FACT SHEET on U.S.-Japan Digital Trade Agreement
As two of the most digitally-advanced countries in the world, the United States and Japan share a deep common interest in establishing enforceable rules that will support digitally-enabled suppliers from every sector of their economies to innovate and prosper, and in setting standards for other economies to emulate.
The United States-Japan Digital Trade Agreement parallels the United States-Mexico-Canada Agreement (USMCA) as the most comprehensive and high-standard trade agreement addressing digital trade barriers ever negotiated.

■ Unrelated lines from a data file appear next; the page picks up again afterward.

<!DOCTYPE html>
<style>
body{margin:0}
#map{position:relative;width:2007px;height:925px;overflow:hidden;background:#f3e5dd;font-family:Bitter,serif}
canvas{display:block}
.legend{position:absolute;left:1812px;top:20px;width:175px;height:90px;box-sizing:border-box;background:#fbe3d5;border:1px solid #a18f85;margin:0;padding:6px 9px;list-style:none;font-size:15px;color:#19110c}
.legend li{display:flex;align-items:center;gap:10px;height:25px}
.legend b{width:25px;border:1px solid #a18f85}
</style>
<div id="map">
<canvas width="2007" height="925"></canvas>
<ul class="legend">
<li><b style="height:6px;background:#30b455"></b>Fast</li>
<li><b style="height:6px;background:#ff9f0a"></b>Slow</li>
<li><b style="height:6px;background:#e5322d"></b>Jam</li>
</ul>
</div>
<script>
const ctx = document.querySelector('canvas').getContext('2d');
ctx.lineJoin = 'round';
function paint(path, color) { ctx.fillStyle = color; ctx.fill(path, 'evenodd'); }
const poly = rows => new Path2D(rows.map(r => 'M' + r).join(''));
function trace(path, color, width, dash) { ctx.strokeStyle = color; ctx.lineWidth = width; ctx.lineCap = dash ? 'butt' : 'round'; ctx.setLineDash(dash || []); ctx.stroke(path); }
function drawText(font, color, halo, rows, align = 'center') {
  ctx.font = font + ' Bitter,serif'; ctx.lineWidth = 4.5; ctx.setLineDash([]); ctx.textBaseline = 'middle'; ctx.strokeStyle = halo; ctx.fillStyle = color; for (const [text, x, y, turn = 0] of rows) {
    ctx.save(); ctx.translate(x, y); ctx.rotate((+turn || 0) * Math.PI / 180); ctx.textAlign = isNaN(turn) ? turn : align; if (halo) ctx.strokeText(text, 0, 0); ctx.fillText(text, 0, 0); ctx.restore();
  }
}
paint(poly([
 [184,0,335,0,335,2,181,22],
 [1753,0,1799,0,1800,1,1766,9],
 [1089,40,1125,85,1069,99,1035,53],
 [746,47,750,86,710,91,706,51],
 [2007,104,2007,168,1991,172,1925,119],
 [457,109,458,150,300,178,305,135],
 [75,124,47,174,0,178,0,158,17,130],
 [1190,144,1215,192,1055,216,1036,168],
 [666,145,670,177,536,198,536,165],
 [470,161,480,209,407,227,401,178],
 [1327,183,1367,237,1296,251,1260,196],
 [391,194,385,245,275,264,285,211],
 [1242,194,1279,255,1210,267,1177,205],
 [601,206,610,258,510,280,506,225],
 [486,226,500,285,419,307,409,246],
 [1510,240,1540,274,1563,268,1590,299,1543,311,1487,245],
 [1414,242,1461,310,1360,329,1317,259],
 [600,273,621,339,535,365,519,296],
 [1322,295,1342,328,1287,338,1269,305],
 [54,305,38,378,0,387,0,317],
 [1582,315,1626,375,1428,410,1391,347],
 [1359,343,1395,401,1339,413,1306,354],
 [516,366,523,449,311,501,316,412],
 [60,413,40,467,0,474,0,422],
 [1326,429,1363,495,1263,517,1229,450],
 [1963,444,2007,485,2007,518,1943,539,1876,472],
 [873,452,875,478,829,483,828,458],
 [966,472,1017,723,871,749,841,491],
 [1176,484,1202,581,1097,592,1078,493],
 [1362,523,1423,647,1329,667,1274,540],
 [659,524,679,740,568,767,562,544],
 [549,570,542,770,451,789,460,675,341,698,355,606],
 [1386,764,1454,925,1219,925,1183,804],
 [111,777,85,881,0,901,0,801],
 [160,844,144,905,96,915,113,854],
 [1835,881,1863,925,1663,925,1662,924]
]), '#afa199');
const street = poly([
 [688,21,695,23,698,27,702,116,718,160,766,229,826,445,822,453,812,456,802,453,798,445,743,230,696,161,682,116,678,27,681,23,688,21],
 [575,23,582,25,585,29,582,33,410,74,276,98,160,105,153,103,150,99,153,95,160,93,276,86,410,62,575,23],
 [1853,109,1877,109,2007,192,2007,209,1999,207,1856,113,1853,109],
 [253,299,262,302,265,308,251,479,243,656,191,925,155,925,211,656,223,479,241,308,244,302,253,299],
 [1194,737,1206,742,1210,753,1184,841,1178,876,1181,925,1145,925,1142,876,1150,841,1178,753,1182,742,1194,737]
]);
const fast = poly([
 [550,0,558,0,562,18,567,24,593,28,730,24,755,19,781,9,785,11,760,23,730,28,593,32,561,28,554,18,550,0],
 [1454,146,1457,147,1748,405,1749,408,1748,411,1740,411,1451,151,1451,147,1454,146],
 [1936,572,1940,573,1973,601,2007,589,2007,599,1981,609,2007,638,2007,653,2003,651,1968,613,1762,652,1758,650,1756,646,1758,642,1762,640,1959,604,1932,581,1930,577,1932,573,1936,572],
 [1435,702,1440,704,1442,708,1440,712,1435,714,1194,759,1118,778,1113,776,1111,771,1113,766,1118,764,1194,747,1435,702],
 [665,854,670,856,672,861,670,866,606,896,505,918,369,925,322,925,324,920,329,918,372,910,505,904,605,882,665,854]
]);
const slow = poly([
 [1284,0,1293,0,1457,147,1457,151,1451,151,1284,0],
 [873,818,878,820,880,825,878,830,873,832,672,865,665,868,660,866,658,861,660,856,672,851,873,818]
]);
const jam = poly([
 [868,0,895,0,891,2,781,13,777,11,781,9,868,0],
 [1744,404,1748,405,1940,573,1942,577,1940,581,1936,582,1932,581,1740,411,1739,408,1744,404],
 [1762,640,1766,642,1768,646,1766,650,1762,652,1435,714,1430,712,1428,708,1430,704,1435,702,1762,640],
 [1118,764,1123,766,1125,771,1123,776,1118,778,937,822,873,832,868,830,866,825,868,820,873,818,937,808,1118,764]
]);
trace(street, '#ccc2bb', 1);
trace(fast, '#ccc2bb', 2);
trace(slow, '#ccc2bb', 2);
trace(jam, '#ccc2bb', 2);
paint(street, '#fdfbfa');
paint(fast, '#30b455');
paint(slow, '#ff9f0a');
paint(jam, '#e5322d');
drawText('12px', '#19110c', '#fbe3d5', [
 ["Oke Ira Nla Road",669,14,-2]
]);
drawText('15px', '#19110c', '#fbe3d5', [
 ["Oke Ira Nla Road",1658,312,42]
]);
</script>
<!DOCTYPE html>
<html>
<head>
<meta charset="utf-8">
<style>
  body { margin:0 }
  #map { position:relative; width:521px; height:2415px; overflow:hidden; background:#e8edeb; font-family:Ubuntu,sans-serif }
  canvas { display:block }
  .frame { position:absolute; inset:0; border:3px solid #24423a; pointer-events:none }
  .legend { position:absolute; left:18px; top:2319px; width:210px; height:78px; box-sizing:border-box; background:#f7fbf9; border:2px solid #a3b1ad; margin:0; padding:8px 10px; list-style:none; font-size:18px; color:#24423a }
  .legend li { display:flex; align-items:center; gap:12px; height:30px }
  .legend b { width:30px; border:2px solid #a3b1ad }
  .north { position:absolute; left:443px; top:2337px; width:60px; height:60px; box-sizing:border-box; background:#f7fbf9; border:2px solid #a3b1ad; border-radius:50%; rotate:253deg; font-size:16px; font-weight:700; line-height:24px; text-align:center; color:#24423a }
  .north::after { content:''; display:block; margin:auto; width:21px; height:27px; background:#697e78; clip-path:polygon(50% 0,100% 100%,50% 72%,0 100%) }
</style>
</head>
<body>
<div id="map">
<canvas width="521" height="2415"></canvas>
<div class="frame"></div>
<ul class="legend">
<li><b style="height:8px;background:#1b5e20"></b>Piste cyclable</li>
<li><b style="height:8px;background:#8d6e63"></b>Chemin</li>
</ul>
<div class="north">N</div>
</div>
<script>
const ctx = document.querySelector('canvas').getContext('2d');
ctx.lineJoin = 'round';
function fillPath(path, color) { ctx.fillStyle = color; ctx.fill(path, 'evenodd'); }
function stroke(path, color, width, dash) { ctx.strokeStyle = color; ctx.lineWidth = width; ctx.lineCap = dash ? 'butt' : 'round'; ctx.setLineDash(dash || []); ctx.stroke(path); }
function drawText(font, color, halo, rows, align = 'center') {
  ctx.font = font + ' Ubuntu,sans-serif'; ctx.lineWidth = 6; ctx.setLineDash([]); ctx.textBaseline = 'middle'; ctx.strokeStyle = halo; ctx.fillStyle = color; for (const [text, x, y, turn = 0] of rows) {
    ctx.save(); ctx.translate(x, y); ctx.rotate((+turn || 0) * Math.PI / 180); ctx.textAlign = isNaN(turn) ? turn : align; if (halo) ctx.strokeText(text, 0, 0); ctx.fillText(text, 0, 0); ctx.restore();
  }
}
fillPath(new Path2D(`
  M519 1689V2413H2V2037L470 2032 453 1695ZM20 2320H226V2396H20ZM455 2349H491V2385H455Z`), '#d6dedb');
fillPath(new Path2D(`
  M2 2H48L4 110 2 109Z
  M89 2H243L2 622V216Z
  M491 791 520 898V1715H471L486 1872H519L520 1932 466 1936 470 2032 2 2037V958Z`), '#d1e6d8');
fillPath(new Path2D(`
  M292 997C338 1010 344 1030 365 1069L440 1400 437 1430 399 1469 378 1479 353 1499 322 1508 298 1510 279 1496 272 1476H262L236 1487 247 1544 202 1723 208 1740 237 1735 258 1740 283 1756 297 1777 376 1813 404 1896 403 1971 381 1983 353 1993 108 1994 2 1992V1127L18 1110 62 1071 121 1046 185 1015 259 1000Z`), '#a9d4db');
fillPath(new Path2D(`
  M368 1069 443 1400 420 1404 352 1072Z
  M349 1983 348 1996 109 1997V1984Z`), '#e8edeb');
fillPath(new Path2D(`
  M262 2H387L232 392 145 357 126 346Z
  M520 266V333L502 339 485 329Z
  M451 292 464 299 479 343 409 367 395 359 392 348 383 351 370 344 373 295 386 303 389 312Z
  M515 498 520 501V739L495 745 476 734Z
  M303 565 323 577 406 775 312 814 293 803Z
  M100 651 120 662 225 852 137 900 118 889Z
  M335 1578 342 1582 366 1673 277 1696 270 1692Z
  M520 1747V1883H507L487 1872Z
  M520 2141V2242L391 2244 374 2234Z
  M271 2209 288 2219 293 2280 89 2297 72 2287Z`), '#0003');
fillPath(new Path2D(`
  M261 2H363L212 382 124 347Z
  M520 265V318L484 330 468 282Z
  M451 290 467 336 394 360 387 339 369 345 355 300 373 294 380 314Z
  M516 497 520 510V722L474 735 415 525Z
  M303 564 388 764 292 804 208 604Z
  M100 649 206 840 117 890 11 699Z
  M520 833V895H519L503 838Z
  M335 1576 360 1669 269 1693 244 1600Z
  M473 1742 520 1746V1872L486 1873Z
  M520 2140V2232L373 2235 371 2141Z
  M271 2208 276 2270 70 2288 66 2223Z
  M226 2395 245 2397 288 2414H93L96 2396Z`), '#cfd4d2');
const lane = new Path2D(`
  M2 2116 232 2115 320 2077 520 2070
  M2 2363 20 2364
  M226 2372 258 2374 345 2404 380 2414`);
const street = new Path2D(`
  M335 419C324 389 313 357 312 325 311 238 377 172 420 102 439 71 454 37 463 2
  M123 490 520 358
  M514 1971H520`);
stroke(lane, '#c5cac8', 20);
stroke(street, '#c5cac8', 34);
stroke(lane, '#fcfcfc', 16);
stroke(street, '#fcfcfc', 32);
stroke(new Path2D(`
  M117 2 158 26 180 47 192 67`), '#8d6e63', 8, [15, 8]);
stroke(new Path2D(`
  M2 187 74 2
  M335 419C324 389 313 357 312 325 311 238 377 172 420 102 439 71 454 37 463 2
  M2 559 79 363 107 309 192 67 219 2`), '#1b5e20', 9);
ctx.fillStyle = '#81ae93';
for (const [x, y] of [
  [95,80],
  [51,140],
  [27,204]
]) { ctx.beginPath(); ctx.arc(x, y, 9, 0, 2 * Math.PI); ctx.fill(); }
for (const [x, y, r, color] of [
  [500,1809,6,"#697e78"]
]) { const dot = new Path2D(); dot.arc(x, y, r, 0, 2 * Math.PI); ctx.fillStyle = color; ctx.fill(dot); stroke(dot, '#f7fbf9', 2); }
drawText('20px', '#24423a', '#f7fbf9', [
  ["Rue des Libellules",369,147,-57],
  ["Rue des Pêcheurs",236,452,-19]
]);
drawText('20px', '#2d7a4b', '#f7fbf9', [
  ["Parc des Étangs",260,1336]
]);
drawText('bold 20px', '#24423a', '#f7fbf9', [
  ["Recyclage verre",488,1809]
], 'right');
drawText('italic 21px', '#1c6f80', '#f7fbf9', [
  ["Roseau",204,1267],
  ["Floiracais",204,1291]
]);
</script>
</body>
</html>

This agreement will help drive economic prosperity, promote fairer and more balanced trade, and help ensure that shared rules support businesses in key sectors where both countries lead the world in innovation.
Key outcomes of this agreement include rules that achieve the following:
- Prohibiting application of customs duties to digital products distributed electronically, such as e-books, videos, music, software, and games.
- Ensuring non-discriminatory treatment of digital products, including coverage of tax measures.
- Ensuring that data can be transferred across borders, by all suppliers, including financial service suppliers.
- Facilitating digital transactions by permitting the use of electronic authentication and electronic signatures, while protecting consumers’ and businesses’ confidential information and guaranteeing that enforceable consumer protections are applied to the digital marketplace.
- Prohibiting data localization measures that restrict where data can be stored and processed, enhancing and protecting the global digital ecosystem; and extending these rules to financial service suppliers, in circumstances where a financial regulator has the access to data needed to fulfill its regulatory and supervisory mandate.
- Promoting government-to-government collaboration and supplier adherence to common principles in addressing cybersecurity challenges.
- Protecting against forced disclosure of proprietary computer source code and algorithms.
- Promoting open access to government-generated public data.
- Recognizing rules on civil liability with respect to third-party content for Internet platforms that depend on interaction with users.
- Guaranteeing enforceable consumer protections, including for privacy and unsolicited communication, that apply to the digital marketplace, and promoting the interoperability of enforcement regimes, such as the APEC Cross-Border Privacy Rules system (CBPR).
- Ensuring companies’ effective use of encryption technologies and protecting innovation for commercial products that use cryptography, consistent with applicable law.
Together, these provisions will set predictable rules of the road and encourage a robust market in digital trade between the two countries – developments that should support increased prosperity and well-paying jobs in the United States and Japan.